##### Data in this exercise #####

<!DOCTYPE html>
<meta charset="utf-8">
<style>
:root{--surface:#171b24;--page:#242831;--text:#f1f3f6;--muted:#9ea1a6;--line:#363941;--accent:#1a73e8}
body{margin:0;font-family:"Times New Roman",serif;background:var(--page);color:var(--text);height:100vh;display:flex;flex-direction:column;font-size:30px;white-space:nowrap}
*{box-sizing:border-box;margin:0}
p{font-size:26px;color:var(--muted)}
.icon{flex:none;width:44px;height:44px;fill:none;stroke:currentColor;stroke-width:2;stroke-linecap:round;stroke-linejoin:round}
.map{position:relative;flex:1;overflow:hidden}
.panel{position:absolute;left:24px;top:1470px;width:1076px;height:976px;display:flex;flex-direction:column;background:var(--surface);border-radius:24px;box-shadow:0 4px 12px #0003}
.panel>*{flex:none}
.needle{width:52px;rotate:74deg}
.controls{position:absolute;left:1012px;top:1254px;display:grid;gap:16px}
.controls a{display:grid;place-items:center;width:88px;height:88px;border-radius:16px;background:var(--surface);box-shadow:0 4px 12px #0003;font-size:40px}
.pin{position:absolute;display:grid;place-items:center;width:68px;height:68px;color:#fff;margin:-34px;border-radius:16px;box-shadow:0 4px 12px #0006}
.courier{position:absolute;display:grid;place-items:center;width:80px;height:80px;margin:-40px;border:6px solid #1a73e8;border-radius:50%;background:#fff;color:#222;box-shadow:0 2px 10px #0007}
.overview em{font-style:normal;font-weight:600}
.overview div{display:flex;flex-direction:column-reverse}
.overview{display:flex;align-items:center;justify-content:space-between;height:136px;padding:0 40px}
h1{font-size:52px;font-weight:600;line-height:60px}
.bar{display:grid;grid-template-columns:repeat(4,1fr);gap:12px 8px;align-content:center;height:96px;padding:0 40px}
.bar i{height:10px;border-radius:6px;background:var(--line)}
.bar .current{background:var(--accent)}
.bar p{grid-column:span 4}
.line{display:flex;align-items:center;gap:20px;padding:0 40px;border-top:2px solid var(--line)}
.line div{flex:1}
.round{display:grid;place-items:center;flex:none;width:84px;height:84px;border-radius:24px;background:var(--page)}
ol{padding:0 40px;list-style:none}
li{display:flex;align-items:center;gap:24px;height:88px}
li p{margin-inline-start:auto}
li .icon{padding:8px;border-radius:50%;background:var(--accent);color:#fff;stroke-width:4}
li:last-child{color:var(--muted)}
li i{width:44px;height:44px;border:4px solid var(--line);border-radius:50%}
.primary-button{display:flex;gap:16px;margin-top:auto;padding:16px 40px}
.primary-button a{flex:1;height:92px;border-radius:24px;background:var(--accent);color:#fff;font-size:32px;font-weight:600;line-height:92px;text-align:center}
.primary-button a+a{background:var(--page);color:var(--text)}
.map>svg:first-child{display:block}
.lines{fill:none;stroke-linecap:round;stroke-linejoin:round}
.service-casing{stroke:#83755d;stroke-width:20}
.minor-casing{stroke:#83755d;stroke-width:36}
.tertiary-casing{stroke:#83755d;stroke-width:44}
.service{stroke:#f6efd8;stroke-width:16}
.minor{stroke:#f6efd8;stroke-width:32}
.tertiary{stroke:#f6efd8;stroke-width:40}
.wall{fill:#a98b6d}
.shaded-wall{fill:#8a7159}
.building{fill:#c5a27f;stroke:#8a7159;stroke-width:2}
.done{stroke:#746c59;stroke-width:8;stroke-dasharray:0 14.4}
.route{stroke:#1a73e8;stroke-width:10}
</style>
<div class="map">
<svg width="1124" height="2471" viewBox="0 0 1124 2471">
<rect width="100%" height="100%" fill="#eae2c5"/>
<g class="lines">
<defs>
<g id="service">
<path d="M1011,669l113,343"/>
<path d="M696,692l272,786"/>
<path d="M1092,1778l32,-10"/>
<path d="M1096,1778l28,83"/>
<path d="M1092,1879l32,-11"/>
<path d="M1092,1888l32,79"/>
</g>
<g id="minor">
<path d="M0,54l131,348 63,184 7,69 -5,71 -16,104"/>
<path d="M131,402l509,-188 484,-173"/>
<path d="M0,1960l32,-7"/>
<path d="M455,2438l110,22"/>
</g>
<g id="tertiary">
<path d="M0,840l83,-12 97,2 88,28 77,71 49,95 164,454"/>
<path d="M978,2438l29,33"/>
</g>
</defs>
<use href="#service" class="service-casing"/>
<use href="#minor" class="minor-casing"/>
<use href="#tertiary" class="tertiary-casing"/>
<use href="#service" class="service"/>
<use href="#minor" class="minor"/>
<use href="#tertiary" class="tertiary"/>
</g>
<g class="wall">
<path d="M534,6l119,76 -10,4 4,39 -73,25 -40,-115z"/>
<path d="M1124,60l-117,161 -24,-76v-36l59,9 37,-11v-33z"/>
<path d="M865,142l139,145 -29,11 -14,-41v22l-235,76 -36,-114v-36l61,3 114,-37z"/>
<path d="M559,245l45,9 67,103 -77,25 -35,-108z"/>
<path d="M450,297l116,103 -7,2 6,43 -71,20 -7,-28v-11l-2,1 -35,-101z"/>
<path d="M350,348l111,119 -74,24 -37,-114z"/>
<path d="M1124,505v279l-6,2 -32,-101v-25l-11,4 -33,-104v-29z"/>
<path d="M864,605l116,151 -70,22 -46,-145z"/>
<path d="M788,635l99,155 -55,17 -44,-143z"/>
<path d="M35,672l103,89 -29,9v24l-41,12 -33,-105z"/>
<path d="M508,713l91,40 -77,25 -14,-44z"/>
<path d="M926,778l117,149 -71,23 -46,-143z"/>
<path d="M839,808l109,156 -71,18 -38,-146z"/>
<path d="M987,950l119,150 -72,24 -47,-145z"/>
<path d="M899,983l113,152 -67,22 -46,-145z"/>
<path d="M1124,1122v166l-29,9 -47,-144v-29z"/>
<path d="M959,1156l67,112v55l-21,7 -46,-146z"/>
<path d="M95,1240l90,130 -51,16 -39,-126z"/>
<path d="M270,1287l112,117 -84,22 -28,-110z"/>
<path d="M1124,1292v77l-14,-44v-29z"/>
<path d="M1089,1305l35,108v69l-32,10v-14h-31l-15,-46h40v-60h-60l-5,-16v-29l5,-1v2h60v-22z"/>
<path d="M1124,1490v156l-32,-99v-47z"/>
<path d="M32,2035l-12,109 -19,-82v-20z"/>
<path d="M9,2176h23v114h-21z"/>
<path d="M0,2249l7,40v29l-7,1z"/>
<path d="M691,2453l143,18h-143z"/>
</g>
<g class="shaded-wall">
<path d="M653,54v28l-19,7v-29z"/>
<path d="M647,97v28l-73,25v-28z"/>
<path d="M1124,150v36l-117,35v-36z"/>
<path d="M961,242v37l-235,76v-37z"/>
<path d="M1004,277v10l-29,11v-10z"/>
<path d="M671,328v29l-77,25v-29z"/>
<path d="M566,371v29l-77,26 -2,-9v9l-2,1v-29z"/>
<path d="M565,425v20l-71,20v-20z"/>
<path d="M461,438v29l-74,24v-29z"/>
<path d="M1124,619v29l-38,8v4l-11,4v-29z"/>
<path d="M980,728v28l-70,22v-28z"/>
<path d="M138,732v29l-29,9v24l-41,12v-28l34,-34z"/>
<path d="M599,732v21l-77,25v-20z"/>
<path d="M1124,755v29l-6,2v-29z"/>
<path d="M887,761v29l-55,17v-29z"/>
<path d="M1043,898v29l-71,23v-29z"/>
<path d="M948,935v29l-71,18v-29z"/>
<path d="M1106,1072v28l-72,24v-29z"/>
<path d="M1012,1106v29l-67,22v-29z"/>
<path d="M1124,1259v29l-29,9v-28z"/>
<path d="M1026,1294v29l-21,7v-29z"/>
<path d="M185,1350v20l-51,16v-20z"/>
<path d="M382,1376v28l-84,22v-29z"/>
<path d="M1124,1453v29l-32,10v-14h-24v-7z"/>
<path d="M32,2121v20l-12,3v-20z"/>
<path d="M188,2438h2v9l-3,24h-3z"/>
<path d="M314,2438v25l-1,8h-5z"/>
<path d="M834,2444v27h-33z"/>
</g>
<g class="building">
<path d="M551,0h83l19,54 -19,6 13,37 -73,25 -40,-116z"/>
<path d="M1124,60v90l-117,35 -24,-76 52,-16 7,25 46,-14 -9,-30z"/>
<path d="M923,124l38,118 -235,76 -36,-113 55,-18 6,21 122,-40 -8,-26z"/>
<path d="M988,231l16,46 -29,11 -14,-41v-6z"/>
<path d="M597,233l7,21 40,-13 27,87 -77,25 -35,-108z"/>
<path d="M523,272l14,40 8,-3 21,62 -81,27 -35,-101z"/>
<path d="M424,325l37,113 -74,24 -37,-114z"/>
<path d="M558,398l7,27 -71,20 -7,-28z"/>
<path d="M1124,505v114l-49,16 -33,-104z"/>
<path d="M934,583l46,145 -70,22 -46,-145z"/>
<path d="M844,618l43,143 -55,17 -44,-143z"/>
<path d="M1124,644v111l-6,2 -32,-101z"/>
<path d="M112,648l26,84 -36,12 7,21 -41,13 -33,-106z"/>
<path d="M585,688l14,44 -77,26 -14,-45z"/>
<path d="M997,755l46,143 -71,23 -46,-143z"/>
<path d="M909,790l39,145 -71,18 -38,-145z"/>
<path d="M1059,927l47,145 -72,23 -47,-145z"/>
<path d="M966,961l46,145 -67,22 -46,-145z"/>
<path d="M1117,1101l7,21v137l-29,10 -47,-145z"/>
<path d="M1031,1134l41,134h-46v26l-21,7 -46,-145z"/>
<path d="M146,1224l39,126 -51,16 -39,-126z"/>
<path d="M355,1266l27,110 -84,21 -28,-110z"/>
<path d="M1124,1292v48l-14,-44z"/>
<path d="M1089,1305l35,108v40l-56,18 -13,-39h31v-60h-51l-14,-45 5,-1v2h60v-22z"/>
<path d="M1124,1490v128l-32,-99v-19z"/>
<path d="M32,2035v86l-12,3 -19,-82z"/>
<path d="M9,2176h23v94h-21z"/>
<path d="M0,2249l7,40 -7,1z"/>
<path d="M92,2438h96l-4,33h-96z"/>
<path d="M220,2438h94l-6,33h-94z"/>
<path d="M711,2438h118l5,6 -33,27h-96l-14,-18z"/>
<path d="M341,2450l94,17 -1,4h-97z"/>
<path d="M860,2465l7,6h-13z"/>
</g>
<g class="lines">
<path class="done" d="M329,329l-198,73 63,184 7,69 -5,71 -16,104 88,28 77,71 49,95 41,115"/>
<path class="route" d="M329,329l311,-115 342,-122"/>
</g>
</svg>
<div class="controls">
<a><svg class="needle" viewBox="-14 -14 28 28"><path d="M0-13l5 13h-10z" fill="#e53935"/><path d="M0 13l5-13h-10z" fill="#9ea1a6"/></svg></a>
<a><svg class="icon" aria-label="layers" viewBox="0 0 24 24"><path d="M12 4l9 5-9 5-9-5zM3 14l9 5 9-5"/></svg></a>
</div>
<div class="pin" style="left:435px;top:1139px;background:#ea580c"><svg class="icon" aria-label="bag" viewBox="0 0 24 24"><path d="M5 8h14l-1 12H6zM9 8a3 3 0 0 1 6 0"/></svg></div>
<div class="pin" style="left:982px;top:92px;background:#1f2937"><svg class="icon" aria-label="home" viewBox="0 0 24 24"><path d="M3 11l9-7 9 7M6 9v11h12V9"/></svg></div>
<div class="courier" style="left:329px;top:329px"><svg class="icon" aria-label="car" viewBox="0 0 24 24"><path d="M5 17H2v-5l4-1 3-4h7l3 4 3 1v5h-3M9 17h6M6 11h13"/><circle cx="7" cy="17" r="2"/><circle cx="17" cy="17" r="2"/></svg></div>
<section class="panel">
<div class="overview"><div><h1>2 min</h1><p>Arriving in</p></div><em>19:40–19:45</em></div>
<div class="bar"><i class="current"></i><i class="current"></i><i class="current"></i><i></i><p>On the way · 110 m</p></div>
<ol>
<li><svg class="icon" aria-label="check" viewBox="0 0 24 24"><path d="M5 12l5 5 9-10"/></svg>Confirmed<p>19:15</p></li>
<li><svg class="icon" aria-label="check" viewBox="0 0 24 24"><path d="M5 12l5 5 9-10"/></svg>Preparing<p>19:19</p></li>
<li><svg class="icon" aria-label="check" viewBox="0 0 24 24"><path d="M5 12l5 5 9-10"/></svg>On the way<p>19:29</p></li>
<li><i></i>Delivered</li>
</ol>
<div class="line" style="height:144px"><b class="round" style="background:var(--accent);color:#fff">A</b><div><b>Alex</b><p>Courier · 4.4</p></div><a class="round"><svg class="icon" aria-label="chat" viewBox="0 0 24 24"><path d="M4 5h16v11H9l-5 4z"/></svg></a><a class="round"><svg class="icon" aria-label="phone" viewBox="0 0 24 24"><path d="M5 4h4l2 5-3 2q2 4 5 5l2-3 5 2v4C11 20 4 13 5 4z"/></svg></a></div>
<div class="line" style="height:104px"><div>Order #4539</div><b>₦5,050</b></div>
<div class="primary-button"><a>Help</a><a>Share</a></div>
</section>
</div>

#####

Task instructions
What is the number of lines in the data that hold the word "text"? Reply with that number and nothing else.

Exercise answer
4